[Opening RECORDS SHOWN section]

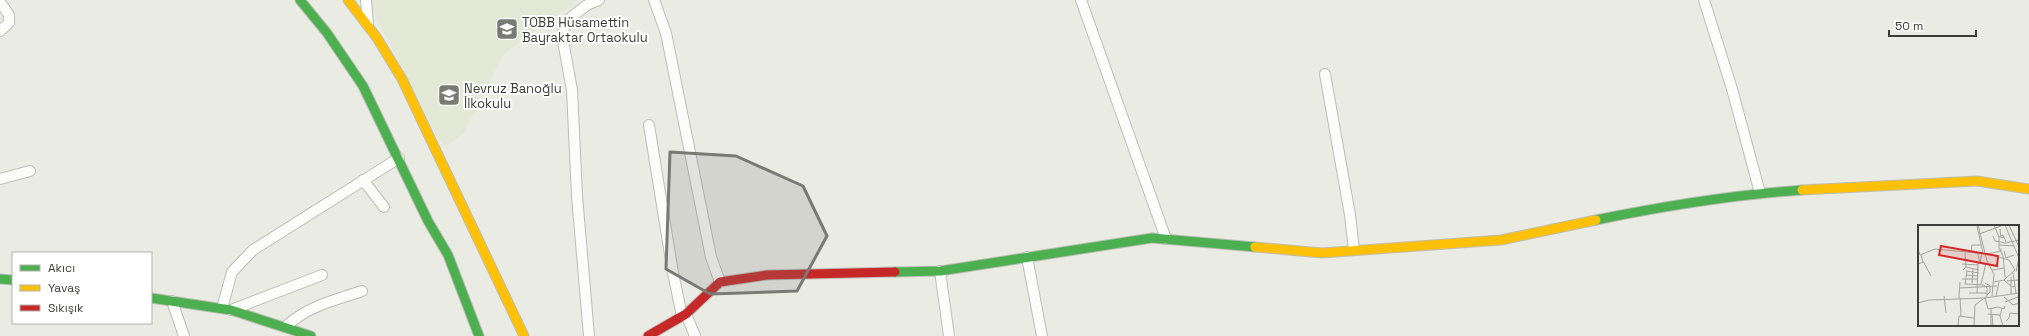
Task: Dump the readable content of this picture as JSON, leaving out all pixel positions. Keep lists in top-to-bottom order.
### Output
{
  "places": {
    "school or university": ["TOBB Hüsamettin Bayraktar Ortaokulu", "Nevruz Banoğlu İlkokulu"]
  },
  "legend": ["Akıcı", "Yavaş", "Sıkışık"],
  "scale_bar": "50 m"
}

[Closing RECORDS SHOWN section]

**WHAT IS REQUIRED**
Your answer must be an exact copy of the records above, with no pictures included.

**SOLVED PROBLEM**
Task: Dump the readable content of this picture as JSON, leaving out all pixel positions. Keep lists in top-to-bottom order.
### Output
{
  "places": {
    "school or university": ["TOBB Hüsamettin Bayraktar Ortaokulu", "Nevruz Banoğlu İlkokulu"]
  },
  "legend": ["Akıcı", "Yavaş", "Sıkışık"],
  "scale_bar": "50 m"
}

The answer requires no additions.